_The records_.

Content starts

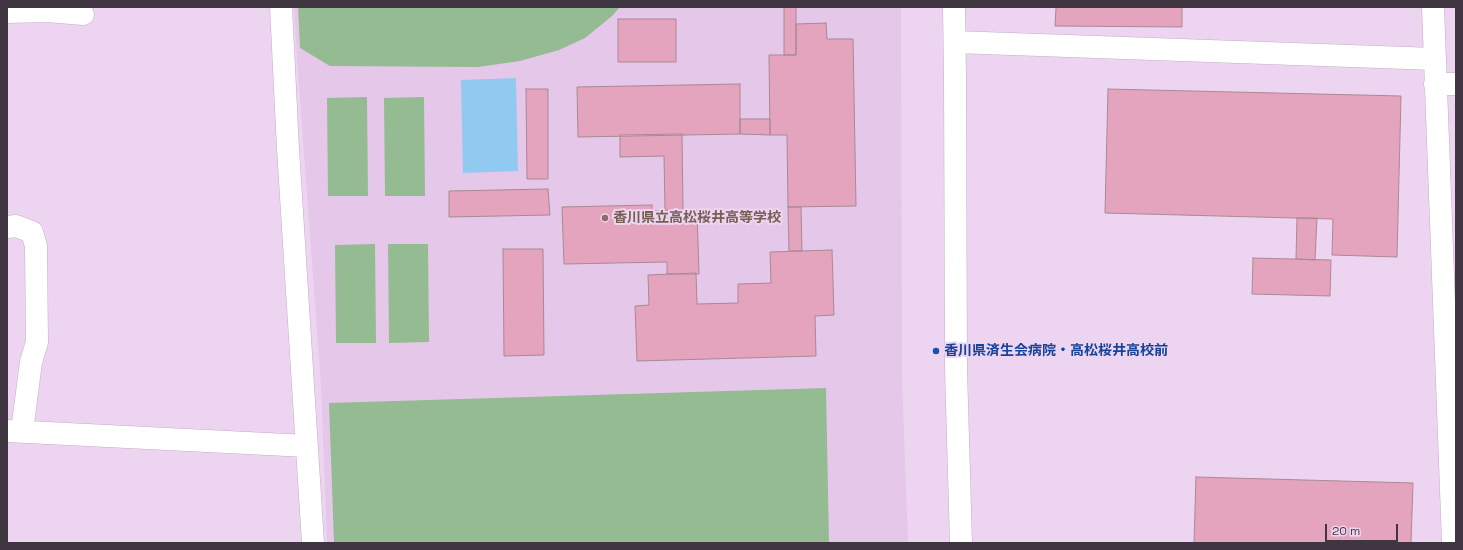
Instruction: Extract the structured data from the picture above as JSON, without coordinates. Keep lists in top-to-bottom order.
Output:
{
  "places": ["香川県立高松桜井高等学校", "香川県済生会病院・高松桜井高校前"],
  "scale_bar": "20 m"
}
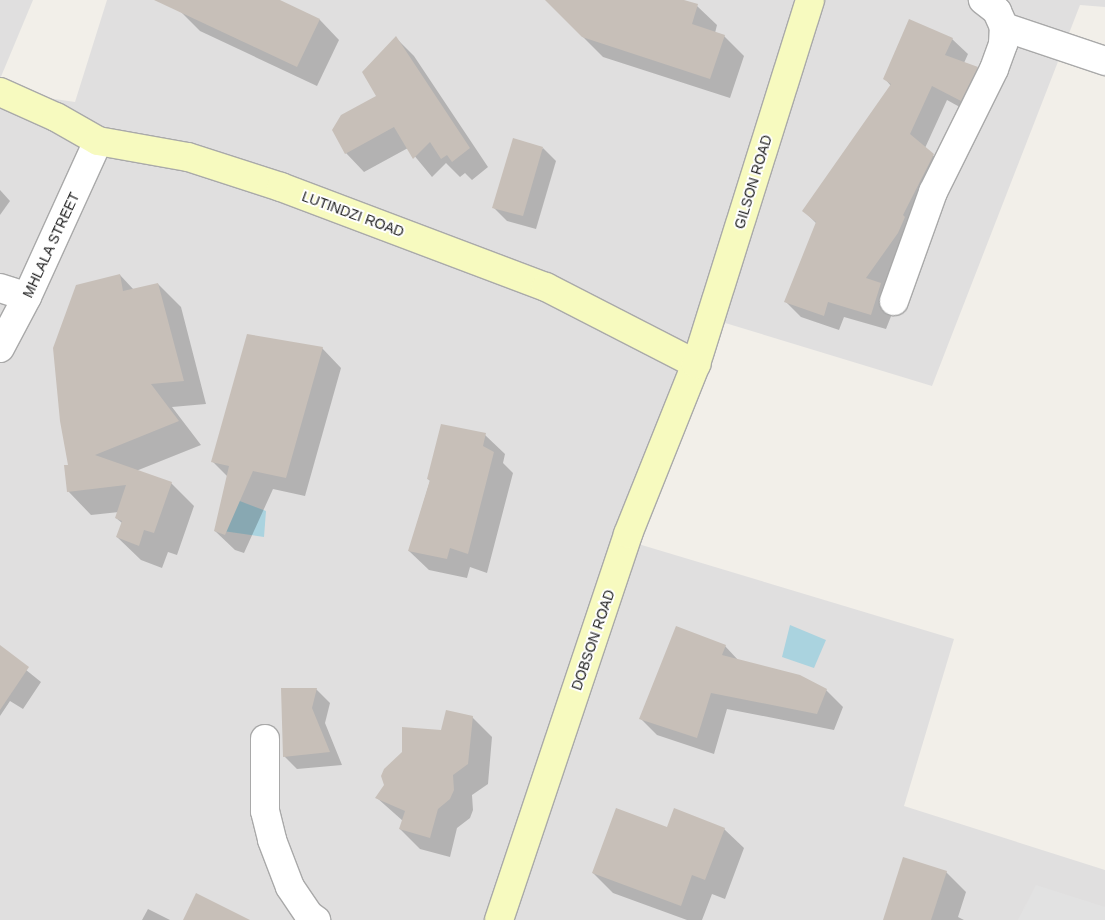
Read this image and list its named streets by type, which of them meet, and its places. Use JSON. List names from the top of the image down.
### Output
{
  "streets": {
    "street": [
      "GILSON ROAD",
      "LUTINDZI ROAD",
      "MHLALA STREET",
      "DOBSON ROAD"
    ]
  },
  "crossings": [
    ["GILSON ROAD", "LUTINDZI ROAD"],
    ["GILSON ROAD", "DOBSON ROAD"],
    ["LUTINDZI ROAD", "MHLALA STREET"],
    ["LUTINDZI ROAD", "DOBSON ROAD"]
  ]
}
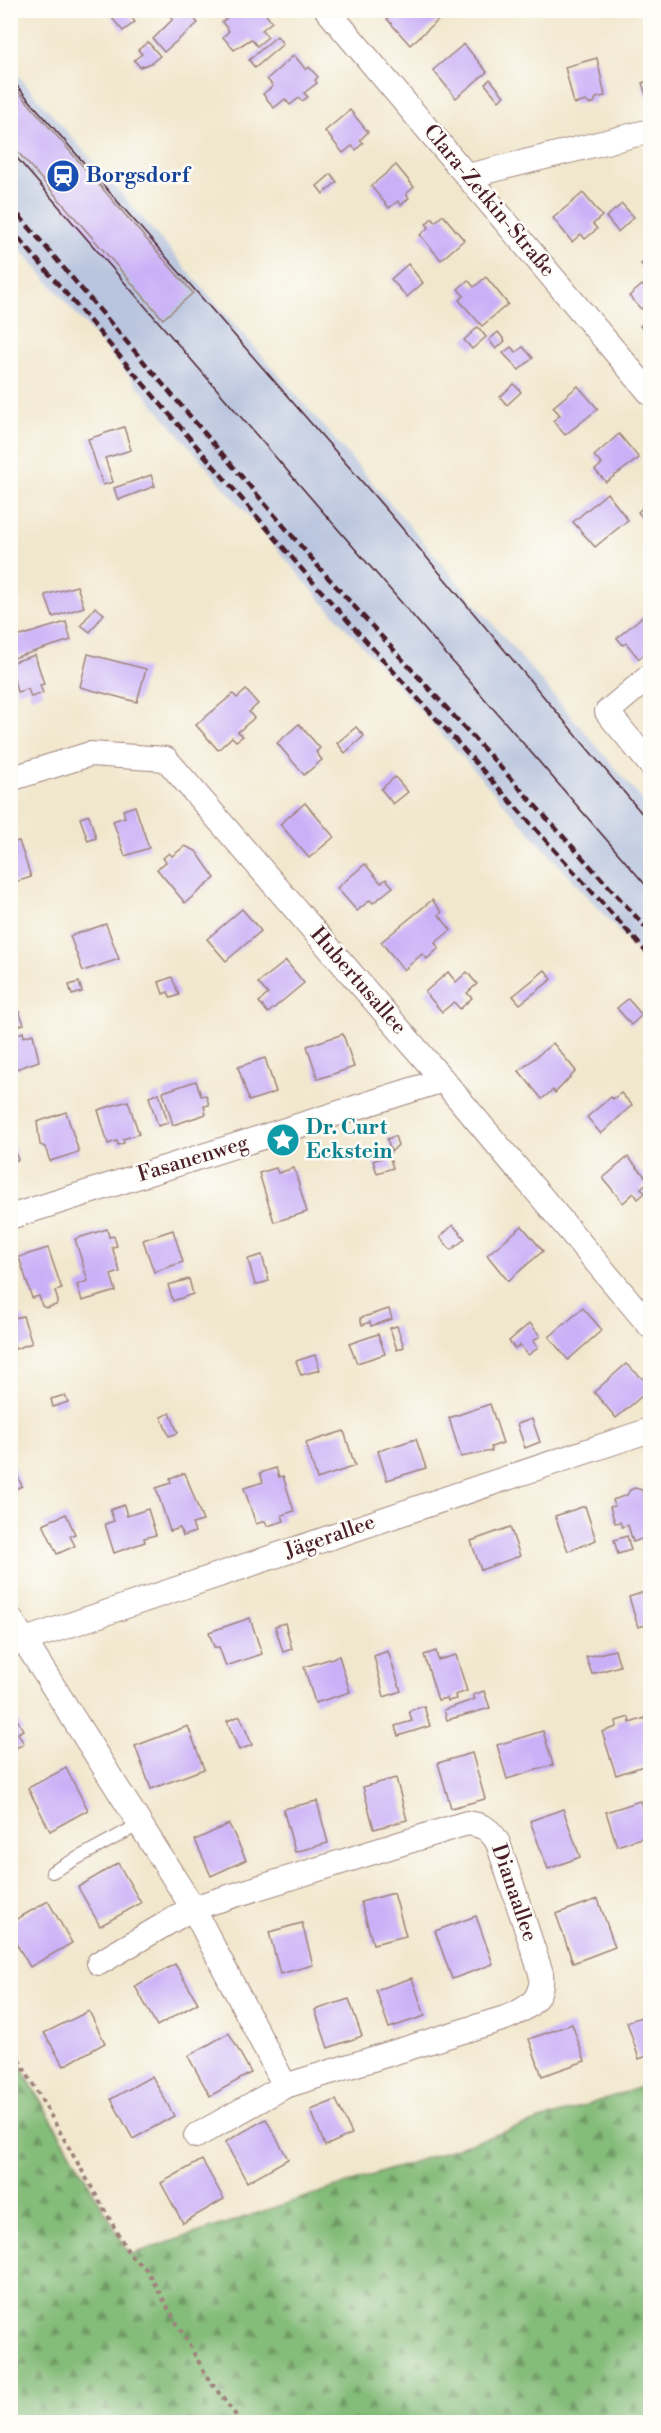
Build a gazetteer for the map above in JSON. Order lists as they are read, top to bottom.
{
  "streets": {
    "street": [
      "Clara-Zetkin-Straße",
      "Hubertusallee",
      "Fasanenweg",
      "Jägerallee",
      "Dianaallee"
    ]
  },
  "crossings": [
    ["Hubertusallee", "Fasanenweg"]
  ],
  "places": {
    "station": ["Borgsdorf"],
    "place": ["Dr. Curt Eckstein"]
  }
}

Content ends
Content starts

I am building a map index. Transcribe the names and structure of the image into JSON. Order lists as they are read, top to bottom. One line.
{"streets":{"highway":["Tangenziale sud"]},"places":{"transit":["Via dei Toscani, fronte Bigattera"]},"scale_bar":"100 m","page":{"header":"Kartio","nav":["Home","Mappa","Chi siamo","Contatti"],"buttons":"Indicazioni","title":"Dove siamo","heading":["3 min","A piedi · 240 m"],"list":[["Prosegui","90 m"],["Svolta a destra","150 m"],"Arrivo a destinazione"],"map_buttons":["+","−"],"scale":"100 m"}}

Content ends

Lines in the listing above that hold the string "from" need counting. Please reply with the total only.

2